Pertencem a esta clase, os que nas Concluzoens publicas, poem por-questam principal uma coiza, que nam significa nada, e nam pertence à materia. Confeso a V. P. que quando a primeira vez, vi neste Reino estas concluzoens, fiquei pasmado: e quando vi, que a dita questam nam se-disputa, nem serve de nada, ainda me-admirei mais. Um destes imprime umas Concluzoens de Logica: dedica-as a Cristo Crucificado: (porque estes mosos tem tanta devosam, que em nenhum lugar a-podem encubrir) e poem por-questam principal: Se ficou mais gloriozo Cristo na cruz, que no-Tabor. Outro faz umas concluzoens de Materia Primeira, e poem por-questam: Utrum in Lunæ concavo degant homines? Finalmente é bem raro aquele, que poem questam principal, tirada das-concluzoens: mas ou da-dedicatoria, ou de outra coiza, que nam significa nada. E estarám às vezes semanas inteiras, lambicando o ingenho, para excogitar uma questam sutilisima, que calse bem à dedicatoria. E que chama V. P. a isto? senam dizer mentiras: servir-se de palavras que nam significam nada: improprias ao argumento: só para mostrar, que tem ingenho. Saiem eles logo dizendo, que é um costume antigo:[Pg 179] E eu respondo, que é mao costume: e que se-deve emendar. Na minha Italia poem-se as concluzoens simplezmente, sem estes rodeios. Se as concluzoens sam dedicadas a Cardiais, ou Bispos, ou outras pesoas grandes; estes vam asistir em publico, asentados defronte do-Defendente: o qual porem está na cadeira: e ali faz ao principio um comprimento Latino, à pesoa a quem dedica, breve, e claro: e procura falar em lingua, que todos intendam, e mostrar a sua doutrina sem sutilezas, nem coizas que meresam rizadas.

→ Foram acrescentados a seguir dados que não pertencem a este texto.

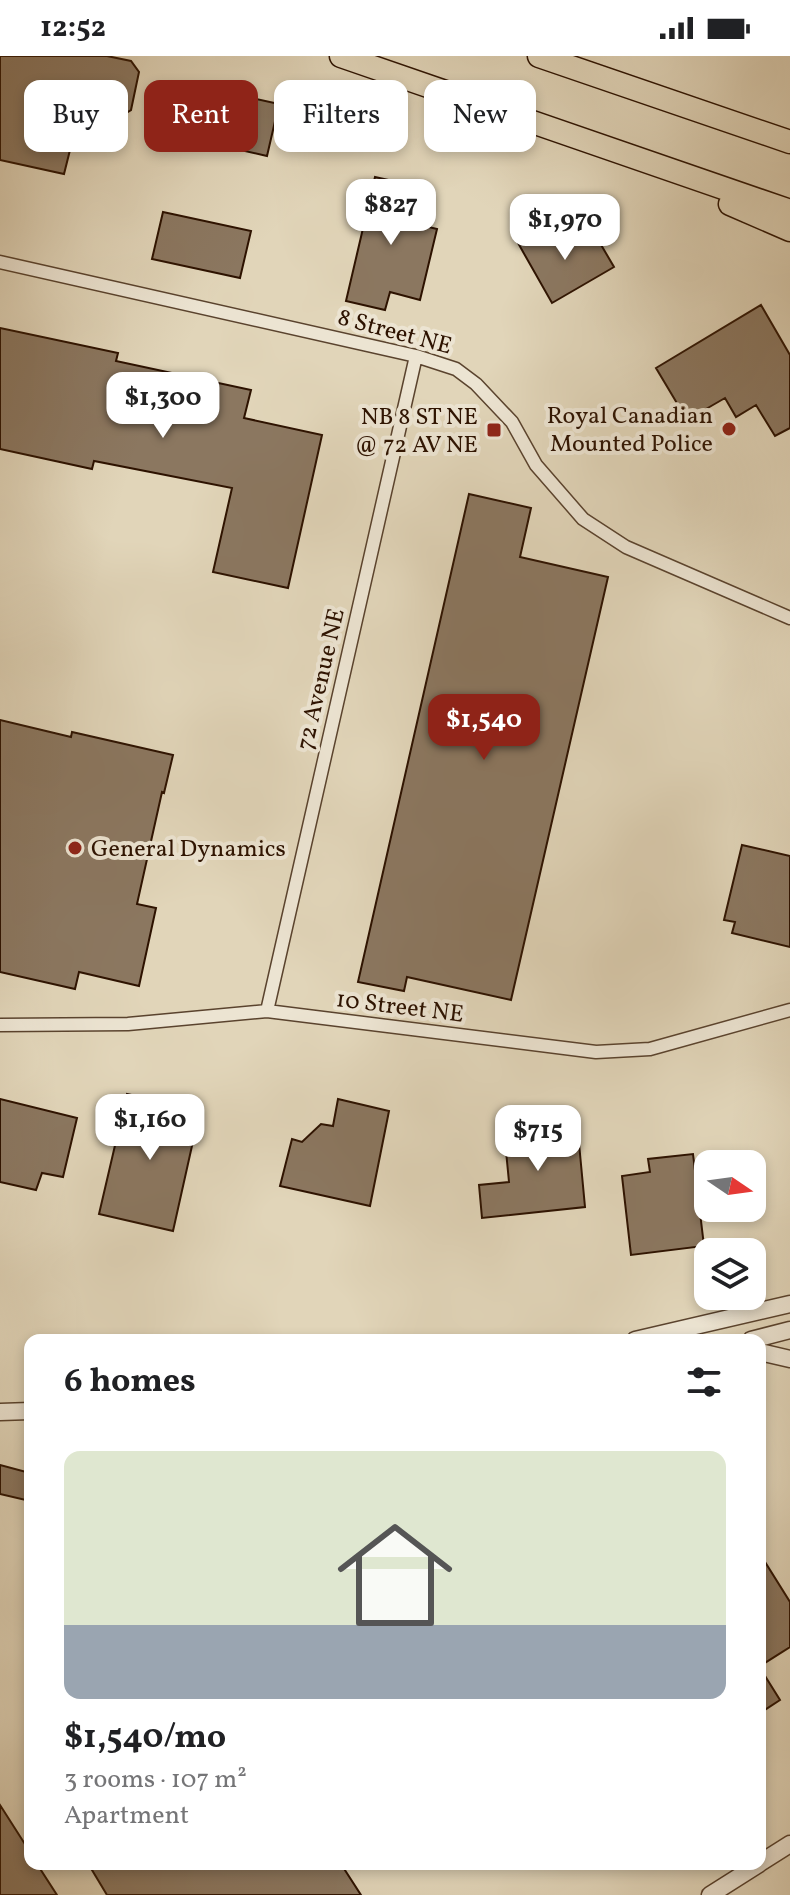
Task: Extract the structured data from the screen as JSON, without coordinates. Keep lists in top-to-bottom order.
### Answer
{
  "streets": {
    "street": ["8 Street NE", "72 Avenue NE", "10 Street NE"]
  },
  "crossings": [
    ["8 Street NE", "72 Avenue NE"],
    ["72 Avenue NE", "10 Street NE"]
  ],
  "places": {
    "other": ["Royal Canadian Mounted Police", "General Dynamics"],
    "transit": ["NB 8 ST NE @ 72 AV NE"]
  },
  "north": "right",
  "page": {
    "status": "12:52",
    "chip": [
      "Buy",
      "Rent",
      "Filters",
      "New"
    ],
    "price": [
      "$827",
      "$1,970",
      "$1,300",
      "$1,540",
      "$1,160",
      "$715"
    ],
    "heading": "6 homes",
    "list": [
      {
        "name": "$1,540/mo",
        "note": "3 rooms · 107 m² · Apartment"
      }
    ]
  }
}
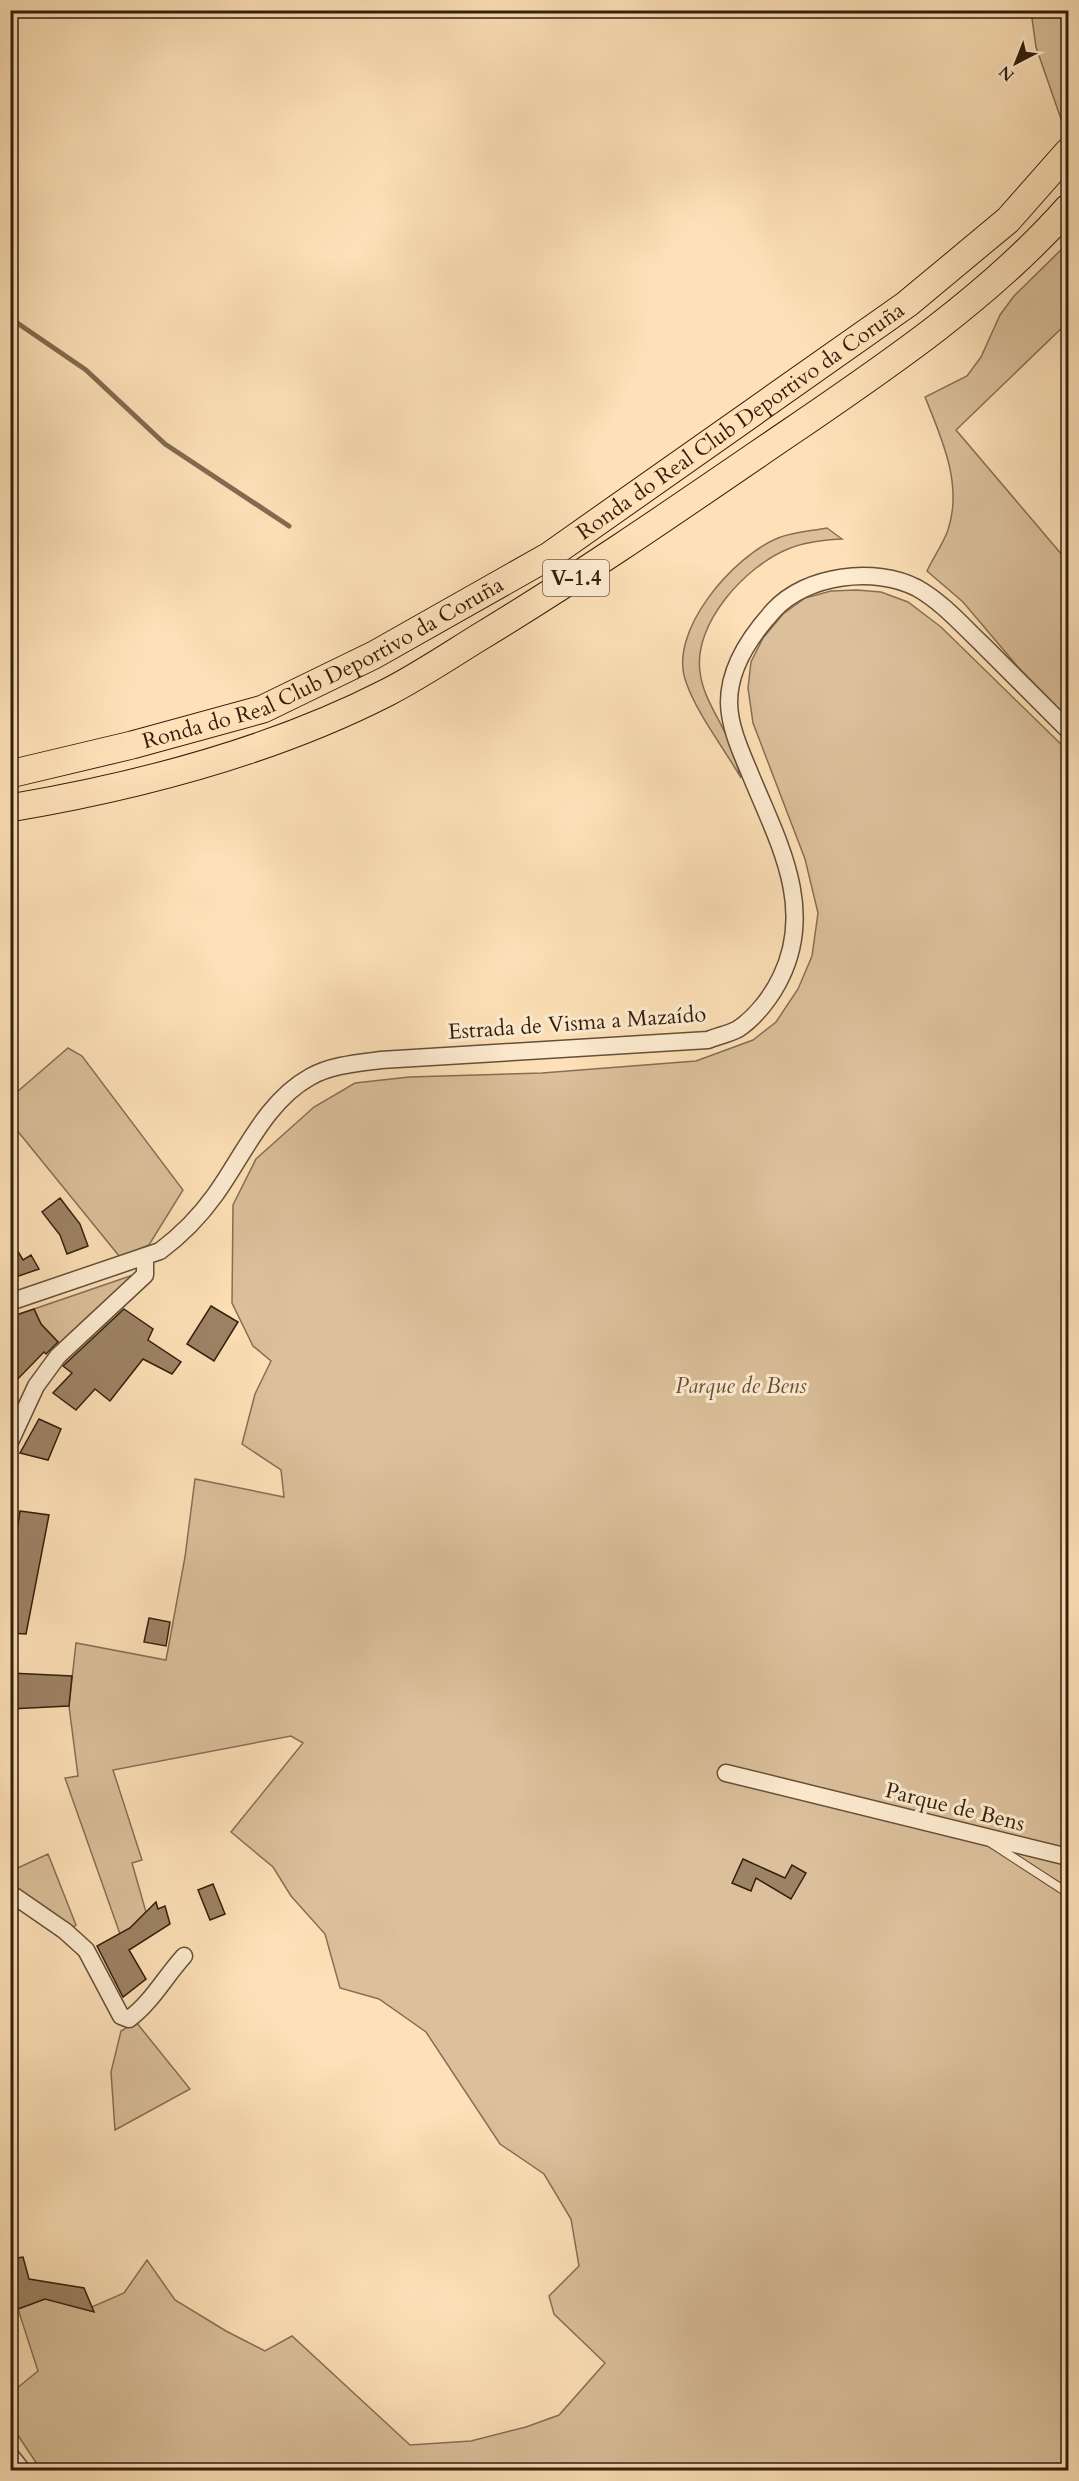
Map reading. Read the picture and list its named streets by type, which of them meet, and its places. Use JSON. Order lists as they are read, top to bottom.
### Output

Nem intenda V. P. que estes defeitos que aqui aponto, sam de um ou dois autores: nam senhor, sam gerais. Leia V.P. estas obras Portuguezas modernas, principalmente orasoens Academicas, em que fazem ostentasam, de toda a erudisam e advertencia; e confirmará o que digo. * * * Entre os modernos, o Conde da-Ericeira tem muito disto, como ja disemos. Comesa as suas coizas com uns rodeios, e umas oscuridades, que sem comentos nam se-intendem. Daqui pasa a acarretar, tudo quanto leo: e comumente dezempara o asumto, para dizer o que lhe-ocorre. v.g. No-elogio Funebre de Francisco Dionizio de Almeida diz, que tomava por-empenho, descrever o elogio de Tito Pomponio Atico, que morrèra no-dito dia. Mas sem falar em Atico, mete outras noticias estrangeiras, e diz mui pouco do-defunto. Promete encarecer a perda do-defunto: mas nada disto faz. O mesmo Conde no-elogio do-Papa Inocencio XIII. declara logo, que nam seguirá os preceitos da-Retorica, mas da-Istoria: e com efeito faz um catalogo difuzisimo e insoportavel, da-gerasam do-dito Papa: e deste nam diz nada. Devendo porem saber, que a obrigasam sua era, exaltar as virtudes do-seu eroe, e nam as dos-pasados. Pois asimcomo nenhuma molher feisima merece ser louvada, porque é filha, de uma molher mui bonita: antes polo contrario, a fermozura da-maen dá ocaziam, paraque nos-admiremos da-filha: asim tambem as virtudes dos-pasados, nam servem de panegirico aos prezentes: é necesario mostrar, que estes excedem os seus maiores, nas mesmas asoens. Do-que fica claro, que o dito Conde sabia pouco, elogiar. E nam se podia esperar menos, de um omem que protesta, de nam seguir a Retorica. E quantos parentes, quero dizer, apaixonados, nam vemos deste fidalgo! Mas sem nomiar mais ninguem, provarei tudo com outra orasam, feita na morte, de D. Manoel Caietano de Souza: da-qual porem[Pg 180] nam sei quem é o autor, nem onde foi impresa; porque uma que achei em certa parte, e ainda conservo, nam tem as primeiras folhas, e comesa na folha 7. Mas seja quem for, é moderno: vistoque o Souza morreo á pouco tempo: e se V. P. a-tem lido, achará uma grande prova do-que digo.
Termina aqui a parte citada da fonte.